Through some process, one or more phases are being randomly built up, for example through being the products of chemical reaction, or randomly consumed, via being the reactant in a chemical reaction. At any instant of time, a phase is either topologically connected throughout the microstructure, or topologically disconnected. If connected, then a hypothetical ant could walk from one side of the material to the other along this phase. If disconnected, then the ant would have to "jump" some gaps between parts of the phase in order to proceed along it. When a phase goes from being disconnected to connected, or vice versa, so that there is a change in topology, then we call this point a percolation threshold, and denote the volume fraction of the phase at this point with a subscript "c."
Percolation obviously has a strong influence on transport. When a material only has one phase that is active in transport, then when that phase is percolated, the material has a non-zero transport property. When that phase is disconnected, then the material has a zero transport property. When two or more phases are active in transport, for example electrical conductivity, then the contrast between the conductivity of each kind of material matters, as well as their relative connectedness.

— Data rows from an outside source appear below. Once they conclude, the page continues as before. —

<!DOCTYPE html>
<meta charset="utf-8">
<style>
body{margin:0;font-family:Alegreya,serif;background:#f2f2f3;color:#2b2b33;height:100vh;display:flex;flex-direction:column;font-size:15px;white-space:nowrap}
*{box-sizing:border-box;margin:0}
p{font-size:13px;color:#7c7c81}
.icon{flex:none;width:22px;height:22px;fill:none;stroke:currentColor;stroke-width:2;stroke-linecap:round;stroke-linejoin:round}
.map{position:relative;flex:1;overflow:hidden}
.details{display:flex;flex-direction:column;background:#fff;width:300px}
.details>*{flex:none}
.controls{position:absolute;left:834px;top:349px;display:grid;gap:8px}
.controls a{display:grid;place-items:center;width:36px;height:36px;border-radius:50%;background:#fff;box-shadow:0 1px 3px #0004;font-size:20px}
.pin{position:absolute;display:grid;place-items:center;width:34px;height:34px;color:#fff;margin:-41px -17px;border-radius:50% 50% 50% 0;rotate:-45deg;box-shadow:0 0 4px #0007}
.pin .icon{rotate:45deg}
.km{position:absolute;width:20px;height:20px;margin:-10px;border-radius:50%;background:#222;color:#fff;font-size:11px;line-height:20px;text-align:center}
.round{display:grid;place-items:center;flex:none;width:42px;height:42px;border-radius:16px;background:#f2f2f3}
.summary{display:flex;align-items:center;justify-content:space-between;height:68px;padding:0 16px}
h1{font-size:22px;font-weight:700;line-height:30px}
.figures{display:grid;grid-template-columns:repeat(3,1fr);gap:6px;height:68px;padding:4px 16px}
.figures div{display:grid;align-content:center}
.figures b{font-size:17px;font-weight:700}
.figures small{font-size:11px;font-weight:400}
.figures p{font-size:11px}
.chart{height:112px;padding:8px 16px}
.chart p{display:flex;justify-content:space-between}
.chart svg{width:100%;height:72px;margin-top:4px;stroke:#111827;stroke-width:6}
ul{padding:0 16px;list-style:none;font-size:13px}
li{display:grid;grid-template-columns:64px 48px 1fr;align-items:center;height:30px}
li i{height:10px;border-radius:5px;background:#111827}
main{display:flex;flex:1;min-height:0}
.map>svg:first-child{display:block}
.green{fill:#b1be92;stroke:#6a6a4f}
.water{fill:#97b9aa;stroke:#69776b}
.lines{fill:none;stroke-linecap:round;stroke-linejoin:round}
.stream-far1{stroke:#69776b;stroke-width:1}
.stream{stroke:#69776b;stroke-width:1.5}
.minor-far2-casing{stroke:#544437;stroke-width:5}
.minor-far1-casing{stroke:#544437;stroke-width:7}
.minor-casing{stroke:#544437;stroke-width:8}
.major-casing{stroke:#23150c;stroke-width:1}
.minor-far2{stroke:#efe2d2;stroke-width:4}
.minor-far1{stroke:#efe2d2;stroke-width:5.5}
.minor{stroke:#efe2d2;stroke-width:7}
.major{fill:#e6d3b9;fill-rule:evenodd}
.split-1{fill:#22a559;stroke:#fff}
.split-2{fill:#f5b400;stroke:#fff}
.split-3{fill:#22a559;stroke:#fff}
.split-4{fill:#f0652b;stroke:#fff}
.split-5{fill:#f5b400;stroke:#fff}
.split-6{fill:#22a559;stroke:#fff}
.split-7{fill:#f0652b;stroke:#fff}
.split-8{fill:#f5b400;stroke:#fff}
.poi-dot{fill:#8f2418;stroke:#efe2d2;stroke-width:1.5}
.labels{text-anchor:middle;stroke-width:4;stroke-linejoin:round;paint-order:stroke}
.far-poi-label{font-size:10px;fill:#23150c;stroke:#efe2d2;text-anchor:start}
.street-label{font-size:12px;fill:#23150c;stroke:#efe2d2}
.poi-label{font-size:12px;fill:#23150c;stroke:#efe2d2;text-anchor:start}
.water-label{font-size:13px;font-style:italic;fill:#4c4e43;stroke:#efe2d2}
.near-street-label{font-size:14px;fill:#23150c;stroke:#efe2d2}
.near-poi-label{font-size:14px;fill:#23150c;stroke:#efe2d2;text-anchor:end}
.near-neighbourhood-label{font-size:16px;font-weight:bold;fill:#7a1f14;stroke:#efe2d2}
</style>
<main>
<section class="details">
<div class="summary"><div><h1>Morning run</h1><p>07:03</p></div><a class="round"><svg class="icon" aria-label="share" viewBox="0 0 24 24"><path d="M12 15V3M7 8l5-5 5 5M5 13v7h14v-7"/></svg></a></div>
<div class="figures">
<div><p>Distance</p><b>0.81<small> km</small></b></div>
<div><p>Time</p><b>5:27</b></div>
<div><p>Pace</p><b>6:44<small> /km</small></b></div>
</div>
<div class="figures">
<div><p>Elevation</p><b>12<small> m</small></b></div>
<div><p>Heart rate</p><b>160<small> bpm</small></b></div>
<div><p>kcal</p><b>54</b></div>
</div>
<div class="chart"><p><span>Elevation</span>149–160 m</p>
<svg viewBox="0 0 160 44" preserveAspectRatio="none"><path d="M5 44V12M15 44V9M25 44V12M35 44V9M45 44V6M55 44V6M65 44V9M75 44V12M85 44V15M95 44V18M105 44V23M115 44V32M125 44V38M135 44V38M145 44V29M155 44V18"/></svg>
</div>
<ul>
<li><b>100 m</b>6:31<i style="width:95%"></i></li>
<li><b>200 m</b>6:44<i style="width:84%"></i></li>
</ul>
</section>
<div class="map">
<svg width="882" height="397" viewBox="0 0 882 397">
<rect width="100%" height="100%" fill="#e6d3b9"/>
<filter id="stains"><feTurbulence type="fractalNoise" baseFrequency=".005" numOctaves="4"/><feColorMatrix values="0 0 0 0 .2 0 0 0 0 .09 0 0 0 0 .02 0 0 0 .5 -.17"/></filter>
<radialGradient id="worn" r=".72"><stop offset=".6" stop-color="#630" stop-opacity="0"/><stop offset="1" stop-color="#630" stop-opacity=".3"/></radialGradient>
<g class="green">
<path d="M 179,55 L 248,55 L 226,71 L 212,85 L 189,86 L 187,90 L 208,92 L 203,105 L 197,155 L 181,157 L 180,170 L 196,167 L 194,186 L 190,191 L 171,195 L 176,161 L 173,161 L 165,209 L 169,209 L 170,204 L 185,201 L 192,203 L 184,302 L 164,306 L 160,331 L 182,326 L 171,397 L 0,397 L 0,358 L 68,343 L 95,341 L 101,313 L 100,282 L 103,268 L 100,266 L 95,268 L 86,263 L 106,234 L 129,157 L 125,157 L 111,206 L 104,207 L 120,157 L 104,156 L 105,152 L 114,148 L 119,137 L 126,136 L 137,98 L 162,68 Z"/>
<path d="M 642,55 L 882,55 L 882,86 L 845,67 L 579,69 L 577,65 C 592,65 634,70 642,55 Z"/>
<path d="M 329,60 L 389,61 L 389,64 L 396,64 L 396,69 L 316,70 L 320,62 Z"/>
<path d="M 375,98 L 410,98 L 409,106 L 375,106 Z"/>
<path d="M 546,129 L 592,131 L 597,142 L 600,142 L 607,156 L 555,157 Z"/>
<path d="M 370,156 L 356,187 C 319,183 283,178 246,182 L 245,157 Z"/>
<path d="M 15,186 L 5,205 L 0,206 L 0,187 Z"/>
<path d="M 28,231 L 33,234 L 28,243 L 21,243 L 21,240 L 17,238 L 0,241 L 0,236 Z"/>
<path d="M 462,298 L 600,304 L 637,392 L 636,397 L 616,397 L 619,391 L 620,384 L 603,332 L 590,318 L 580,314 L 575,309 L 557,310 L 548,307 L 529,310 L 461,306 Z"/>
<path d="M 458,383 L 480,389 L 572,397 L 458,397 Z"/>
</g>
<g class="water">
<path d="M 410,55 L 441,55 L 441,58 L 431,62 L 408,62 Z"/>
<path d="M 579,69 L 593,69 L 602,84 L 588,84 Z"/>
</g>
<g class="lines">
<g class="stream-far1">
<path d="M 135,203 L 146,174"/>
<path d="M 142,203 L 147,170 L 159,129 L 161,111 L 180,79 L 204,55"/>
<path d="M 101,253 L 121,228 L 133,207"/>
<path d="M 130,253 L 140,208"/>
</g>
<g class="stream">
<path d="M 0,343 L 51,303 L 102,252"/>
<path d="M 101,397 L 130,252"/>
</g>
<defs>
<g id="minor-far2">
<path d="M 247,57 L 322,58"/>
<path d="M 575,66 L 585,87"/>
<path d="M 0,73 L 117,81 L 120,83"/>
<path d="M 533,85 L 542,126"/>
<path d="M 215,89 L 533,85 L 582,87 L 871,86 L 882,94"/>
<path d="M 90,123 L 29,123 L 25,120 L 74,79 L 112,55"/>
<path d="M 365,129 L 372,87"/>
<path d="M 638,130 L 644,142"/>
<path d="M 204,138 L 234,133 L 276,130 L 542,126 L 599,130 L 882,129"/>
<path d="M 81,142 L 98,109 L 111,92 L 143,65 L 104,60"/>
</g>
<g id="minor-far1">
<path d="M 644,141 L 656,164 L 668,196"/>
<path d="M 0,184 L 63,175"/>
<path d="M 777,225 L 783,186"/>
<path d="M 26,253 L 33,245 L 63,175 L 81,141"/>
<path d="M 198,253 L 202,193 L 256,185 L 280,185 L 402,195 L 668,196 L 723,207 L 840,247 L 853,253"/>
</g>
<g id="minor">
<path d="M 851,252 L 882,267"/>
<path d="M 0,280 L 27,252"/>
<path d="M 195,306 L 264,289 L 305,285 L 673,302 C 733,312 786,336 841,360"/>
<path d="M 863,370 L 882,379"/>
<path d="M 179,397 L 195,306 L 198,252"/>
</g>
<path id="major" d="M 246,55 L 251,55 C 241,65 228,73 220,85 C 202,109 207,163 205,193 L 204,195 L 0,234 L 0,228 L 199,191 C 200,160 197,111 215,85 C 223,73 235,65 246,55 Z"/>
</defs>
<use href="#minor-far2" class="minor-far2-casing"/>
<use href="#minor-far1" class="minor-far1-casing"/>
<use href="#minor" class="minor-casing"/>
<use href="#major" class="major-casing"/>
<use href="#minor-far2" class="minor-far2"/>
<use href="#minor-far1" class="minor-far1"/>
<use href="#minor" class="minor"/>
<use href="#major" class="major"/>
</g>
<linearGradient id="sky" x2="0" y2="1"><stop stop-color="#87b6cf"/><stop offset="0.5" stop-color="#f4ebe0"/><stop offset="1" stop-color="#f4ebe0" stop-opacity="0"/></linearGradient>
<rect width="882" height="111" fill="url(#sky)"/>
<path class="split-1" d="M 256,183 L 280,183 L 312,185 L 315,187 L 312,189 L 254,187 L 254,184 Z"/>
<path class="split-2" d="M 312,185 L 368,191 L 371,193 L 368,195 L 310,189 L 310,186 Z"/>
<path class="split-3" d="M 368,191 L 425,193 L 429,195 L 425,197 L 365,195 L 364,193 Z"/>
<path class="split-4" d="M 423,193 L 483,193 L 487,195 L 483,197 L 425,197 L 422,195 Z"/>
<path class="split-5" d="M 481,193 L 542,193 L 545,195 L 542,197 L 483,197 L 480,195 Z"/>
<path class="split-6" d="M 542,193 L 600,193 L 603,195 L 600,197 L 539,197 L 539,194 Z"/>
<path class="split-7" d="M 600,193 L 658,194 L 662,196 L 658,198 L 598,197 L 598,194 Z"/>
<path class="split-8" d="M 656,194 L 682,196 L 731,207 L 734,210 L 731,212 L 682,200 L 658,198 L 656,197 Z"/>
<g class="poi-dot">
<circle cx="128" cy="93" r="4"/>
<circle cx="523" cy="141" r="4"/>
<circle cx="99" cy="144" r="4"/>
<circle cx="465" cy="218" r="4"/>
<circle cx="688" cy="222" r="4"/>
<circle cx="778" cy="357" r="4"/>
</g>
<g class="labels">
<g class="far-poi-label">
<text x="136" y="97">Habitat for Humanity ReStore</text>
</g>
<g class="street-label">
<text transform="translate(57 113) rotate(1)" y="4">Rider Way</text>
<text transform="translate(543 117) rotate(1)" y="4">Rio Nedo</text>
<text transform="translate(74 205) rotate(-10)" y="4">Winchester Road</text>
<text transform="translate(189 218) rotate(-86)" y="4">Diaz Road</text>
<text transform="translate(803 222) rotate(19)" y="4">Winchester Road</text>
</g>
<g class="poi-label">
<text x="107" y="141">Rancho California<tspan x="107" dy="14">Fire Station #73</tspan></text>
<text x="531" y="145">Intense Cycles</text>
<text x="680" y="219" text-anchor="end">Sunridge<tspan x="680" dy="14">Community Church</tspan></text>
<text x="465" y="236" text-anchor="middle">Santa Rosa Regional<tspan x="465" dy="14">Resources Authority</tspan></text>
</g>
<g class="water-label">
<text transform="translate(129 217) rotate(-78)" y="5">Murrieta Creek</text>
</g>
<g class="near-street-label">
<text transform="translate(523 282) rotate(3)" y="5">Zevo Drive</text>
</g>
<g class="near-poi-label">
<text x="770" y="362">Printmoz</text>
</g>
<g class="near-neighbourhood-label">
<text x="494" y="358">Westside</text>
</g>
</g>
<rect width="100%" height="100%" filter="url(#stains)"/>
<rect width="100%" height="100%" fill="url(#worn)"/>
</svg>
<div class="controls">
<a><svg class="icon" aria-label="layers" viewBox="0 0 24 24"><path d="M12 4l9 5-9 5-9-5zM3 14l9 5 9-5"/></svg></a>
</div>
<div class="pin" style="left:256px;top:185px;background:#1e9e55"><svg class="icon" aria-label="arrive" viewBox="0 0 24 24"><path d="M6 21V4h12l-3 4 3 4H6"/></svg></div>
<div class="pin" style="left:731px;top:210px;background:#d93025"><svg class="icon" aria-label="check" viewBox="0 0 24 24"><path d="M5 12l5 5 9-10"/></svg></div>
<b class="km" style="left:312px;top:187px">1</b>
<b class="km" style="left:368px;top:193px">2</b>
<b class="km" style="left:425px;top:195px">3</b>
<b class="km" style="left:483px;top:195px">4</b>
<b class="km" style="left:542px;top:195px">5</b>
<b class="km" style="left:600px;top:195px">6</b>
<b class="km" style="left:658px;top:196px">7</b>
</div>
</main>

Since the hydration model is digitally based, it is easy to check whether any given phase or combination of phases is percolated using a modified burning algorithm [11]. This algorithm computes whether or not a phase is percolated. If the phase is percolated, the algorithm also computes how much of the phase is percolated, and how much is isolated. In this paper, the "Fraction Connected" is reported in many of the percolation figures, which is numerically equal to the fraction of the phase in question that is percolated.